- Problem statement: A full, exact copy of the records below is the required answer.

- Records shown:
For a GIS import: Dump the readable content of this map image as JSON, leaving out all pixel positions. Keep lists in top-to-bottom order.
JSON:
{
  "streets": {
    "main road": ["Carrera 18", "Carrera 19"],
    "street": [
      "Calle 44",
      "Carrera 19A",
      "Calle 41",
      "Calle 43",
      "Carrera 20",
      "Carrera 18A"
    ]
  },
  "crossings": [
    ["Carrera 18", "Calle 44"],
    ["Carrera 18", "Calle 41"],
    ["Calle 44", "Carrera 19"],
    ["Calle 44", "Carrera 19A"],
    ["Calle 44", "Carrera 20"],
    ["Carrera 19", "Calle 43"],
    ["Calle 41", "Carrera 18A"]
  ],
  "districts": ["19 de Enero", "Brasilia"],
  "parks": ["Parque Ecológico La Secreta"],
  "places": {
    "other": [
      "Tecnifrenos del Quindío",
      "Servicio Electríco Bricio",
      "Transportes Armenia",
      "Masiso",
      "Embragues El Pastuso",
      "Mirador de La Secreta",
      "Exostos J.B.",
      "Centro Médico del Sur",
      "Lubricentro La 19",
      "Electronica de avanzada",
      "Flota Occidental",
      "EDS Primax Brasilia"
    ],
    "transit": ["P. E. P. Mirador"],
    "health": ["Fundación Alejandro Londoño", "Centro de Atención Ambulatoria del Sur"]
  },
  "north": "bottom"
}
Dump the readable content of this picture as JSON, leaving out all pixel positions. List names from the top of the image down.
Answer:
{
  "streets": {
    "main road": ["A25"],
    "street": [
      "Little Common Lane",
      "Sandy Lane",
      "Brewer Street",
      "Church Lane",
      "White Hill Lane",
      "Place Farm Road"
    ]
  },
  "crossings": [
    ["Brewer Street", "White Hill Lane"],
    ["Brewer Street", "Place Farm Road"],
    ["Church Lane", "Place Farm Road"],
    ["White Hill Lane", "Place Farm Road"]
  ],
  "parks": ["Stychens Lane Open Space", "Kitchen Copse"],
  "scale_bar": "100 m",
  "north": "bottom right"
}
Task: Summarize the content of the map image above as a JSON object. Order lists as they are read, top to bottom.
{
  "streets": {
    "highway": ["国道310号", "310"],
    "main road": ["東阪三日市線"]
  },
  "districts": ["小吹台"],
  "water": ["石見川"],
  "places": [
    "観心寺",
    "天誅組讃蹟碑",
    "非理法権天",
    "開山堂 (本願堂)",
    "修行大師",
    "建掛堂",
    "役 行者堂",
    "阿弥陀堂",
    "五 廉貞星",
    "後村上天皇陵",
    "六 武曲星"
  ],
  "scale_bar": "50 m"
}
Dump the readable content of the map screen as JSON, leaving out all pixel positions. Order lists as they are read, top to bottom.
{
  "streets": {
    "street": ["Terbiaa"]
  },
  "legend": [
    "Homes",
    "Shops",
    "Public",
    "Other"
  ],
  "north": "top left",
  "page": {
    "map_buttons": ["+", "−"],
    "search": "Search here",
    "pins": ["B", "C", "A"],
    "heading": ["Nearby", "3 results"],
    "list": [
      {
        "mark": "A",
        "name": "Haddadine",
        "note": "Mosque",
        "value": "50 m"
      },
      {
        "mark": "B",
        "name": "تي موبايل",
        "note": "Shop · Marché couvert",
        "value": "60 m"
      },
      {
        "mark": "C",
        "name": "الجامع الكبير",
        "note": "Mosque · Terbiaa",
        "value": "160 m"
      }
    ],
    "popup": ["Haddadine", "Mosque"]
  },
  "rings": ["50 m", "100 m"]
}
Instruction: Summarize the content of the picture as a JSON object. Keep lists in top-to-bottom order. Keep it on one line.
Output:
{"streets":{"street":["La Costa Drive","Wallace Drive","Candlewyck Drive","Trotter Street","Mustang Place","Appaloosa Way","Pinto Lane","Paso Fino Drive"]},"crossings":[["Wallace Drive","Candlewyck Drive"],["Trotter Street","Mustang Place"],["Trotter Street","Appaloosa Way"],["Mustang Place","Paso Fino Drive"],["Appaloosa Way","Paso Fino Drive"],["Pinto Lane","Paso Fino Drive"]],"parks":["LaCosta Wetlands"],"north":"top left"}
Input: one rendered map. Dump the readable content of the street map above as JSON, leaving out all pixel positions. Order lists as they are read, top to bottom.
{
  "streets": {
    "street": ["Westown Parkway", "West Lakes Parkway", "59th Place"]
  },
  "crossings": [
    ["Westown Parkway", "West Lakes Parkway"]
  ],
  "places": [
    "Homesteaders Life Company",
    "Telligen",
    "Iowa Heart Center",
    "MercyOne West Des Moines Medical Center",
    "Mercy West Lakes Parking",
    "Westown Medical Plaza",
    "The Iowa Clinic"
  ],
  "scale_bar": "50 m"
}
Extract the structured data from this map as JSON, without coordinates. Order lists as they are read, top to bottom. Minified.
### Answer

- Answer for this exercise:
For a GIS import: Dump the readable content of this map image as JSON, leaving out all pixel positions. Keep lists in top-to-bottom order.
JSON:
{
  "streets": {
    "main road": ["Carrera 18", "Carrera 19"],
    "street": [
      "Calle 44",
      "Carrera 19A",
      "Calle 41",
      "Calle 43",
      "Carrera 20",
      "Carrera 18A"
    ]
  },
  "crossings": [
    ["Carrera 18", "Calle 44"],
    ["Carrera 18", "Calle 41"],
    ["Calle 44", "Carrera 19"],
    ["Calle 44", "Carrera 19A"],
    ["Calle 44", "Carrera 20"],
    ["Carrera 19", "Calle 43"],
    ["Calle 41", "Carrera 18A"]
  ],
  "districts": ["19 de Enero", "Brasilia"],
  "parks": ["Parque Ecológico La Secreta"],
  "places": {
    "other": [
      "Tecnifrenos del Quindío",
      "Servicio Electríco Bricio",
      "Transportes Armenia",
      "Masiso",
      "Embragues El Pastuso",
      "Mirador de La Secreta",
      "Exostos J.B.",
      "Centro Médico del Sur",
      "Lubricentro La 19",
      "Electronica de avanzada",
      "Flota Occidental",
      "EDS Primax Brasilia"
    ],
    "transit": ["P. E. P. Mirador"],
    "health": ["Fundación Alejandro Londoño", "Centro de Atención Ambulatoria del Sur"]
  },
  "north": "bottom"
}
Dump the readable content of this picture as JSON, leaving out all pixel positions. List names from the top of the image down.
Answer:
{
  "streets": {
    "main road": ["A25"],
    "street": [
      "Little Common Lane",
      "Sandy Lane",
      "Brewer Street",
      "Church Lane",
      "White Hill Lane",
      "Place Farm Road"
    ]
  },
  "crossings": [
    ["Brewer Street", "White Hill Lane"],
    ["Brewer Street", "Place Farm Road"],
    ["Church Lane", "Place Farm Road"],
    ["White Hill Lane", "Place Farm Road"]
  ],
  "parks": ["Stychens Lane Open Space", "Kitchen Copse"],
  "scale_bar": "100 m",
  "north": "bottom right"
}
Task: Summarize the content of the map image above as a JSON object. Order lists as they are read, top to bottom.
{
  "streets": {
    "highway": ["国道310号", "310"],
    "main road": ["東阪三日市線"]
  },
  "districts": ["小吹台"],
  "water": ["石見川"],
  "places": [
    "観心寺",
    "天誅組讃蹟碑",
    "非理法権天",
    "開山堂 (本願堂)",
    "修行大師",
    "建掛堂",
    "役 行者堂",
    "阿弥陀堂",
    "五 廉貞星",
    "後村上天皇陵",
    "六 武曲星"
  ],
  "scale_bar": "50 m"
}
Dump the readable content of the map screen as JSON, leaving out all pixel positions. Order lists as they are read, top to bottom.
{
  "streets": {
    "street": ["Terbiaa"]
  },
  "legend": [
    "Homes",
    "Shops",
    "Public",
    "Other"
  ],
  "north": "top left",
  "page": {
    "map_buttons": ["+", "−"],
    "search": "Search here",
    "pins": ["B", "C", "A"],
    "heading": ["Nearby", "3 results"],
    "list": [
      {
        "mark": "A",
        "name": "Haddadine",
        "note": "Mosque",
        "value": "50 m"
      },
      {
        "mark": "B",
        "name": "تي موبايل",
        "note": "Shop · Marché couvert",
        "value": "60 m"
      },
      {
        "mark": "C",
        "name": "الجامع الكبير",
        "note": "Mosque · Terbiaa",
        "value": "160 m"
      }
    ],
    "popup": ["Haddadine", "Mosque"]
  },
  "rings": ["50 m", "100 m"]
}
Instruction: Summarize the content of the picture as a JSON object. Keep lists in top-to-bottom order. Keep it on one line.
Output:
{"streets":{"street":["La Costa Drive","Wallace Drive","Candlewyck Drive","Trotter Street","Mustang Place","Appaloosa Way","Pinto Lane","Paso Fino Drive"]},"crossings":[["Wallace Drive","Candlewyck Drive"],["Trotter Street","Mustang Place"],["Trotter Street","Appaloosa Way"],["Mustang Place","Paso Fino Drive"],["Appaloosa Way","Paso Fino Drive"],["Pinto Lane","Paso Fino Drive"]],"parks":["LaCosta Wetlands"],"north":"top left"}
Input: one rendered map. Dump the readable content of the street map above as JSON, leaving out all pixel positions. Order lists as they are read, top to bottom.
{
  "streets": {
    "street": ["Westown Parkway", "West Lakes Parkway", "59th Place"]
  },
  "crossings": [
    ["Westown Parkway", "West Lakes Parkway"]
  ],
  "places": [
    "Homesteaders Life Company",
    "Telligen",
    "Iowa Heart Center",
    "MercyOne West Des Moines Medical Center",
    "Mercy West Lakes Parking",
    "Westown Medical Plaza",
    "The Iowa Clinic"
  ],
  "scale_bar": "50 m"
}
Extract the structured data from this map as JSON, without coordinates. Order lists as they are read, top to bottom. Minified.
### Answer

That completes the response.